I read from it at Morning Reading, since it has pinyin with the tones in large lettering and thus lends itself to ritual use as well as its intended purpose of teaching children the classics by chanting them aloud.

I don't have the text memorized, to my shame, but I am pretty good at recognizing allusions to the Yi, including the Great Treatise appendix, in Chinese texts as I work through them. I don't speak Chinese, just grind through things with dictionaries and searches on the web, so I'm not really an authority. But I would put in a vote for studying the text in Chinese if you can. It is the equivalent, for me, to Christians studying Greek and Hebrew. Only our sacred tome happens to be in a language that is much more of a challenge than Coine Greek or Biblical Hebrew. Unlike the Christians, we are outsiders to the ancestral cult religion which uses the Yi as its core sacred text, so I don't think we have no obligation to accept any of its dogma. But I do accept most of the tenets of Confucianism, and from a Confucian view if a westerner were to bring offerings to the ancestral shrine of the Zhou, for instance it would be ritually incorrect. You only bring sacrifice in the context of your clan and/or social station.

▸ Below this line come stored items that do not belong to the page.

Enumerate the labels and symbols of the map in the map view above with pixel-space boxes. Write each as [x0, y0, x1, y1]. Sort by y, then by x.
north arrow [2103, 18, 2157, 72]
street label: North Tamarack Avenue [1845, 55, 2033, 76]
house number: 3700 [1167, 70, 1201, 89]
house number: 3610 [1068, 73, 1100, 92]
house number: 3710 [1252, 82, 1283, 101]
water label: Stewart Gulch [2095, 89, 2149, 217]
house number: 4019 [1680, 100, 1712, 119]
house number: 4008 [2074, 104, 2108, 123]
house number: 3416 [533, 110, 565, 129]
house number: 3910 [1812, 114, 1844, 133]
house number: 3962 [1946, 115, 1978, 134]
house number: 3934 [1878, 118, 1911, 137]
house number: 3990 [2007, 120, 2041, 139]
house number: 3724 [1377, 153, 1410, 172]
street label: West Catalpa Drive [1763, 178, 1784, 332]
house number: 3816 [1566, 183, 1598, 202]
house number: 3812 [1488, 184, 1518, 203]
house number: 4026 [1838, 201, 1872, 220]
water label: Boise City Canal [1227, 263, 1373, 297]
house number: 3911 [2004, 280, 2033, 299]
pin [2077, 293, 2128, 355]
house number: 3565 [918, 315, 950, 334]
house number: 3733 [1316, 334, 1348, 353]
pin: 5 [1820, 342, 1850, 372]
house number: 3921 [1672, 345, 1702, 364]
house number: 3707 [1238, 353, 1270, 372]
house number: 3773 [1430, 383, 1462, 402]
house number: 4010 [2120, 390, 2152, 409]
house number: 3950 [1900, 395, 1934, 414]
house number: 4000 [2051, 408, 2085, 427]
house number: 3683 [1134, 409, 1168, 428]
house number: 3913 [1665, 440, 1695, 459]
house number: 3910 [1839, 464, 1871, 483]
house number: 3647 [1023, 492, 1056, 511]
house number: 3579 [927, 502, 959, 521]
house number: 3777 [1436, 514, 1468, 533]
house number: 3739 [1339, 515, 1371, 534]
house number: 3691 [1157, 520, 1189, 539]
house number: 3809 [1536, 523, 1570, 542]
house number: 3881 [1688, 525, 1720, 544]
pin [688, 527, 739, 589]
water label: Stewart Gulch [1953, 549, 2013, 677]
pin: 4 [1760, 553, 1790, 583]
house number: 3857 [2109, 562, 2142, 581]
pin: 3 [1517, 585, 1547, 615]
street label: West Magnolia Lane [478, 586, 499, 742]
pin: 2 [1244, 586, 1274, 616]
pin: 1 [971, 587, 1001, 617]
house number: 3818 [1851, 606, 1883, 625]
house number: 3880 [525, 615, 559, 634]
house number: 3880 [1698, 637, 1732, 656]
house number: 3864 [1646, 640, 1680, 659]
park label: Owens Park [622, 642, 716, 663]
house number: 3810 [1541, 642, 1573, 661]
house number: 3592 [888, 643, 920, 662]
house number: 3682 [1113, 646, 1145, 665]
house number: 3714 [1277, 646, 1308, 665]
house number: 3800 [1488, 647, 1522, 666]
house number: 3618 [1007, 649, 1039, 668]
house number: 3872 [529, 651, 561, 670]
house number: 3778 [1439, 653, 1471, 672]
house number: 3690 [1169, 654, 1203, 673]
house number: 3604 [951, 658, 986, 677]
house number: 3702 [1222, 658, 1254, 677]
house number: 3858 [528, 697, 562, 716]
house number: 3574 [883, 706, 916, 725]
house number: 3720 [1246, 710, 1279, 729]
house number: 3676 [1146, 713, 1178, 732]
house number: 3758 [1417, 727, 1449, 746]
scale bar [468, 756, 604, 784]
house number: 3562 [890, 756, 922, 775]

If someone is not up to the whole text, how about the figures? Those I have had in my head since I was 14. They are the true core of the Yi, a set of mathematical formulae that are as valid here as they are to some sentient being meditating on them billions of light years from here.

The text of the Zhou Yi is the core part of the Yi Jing. It is just the judgements and lines, without the images or appended commentaries. Perhaps some day we will somehow overcome the incredible distance well at the bottom of which we dwell, frog-like, light years away from other civilizations. It is my thinking that a person who has made the matrix of the Yi hexagrams the matrix of their own mind by years of meditation and exercises will be best equipped to speak to aliens on that day.

When you consider the root meanings of the most ancient layer of the Yi it is concerned with ancient religious practices, human sacrifice, etc. And yet the same text can be interpreted in a neo-Confucianist manner, all about 'firm correctness' etc. So the text attached already contains two quite different cultures. Just imagine how different the texts assigned by the minds of aliens would be. I also see a day in the not too distant future when AI programs smarter than us will appear (the Singularity). Having your neurons 'tuned' to the hexagrams can also smooth communications and transition there, though I suspect the best order used their would be the binary order of the hexagrams and I'm an old hide-bound Wen Wang order guy.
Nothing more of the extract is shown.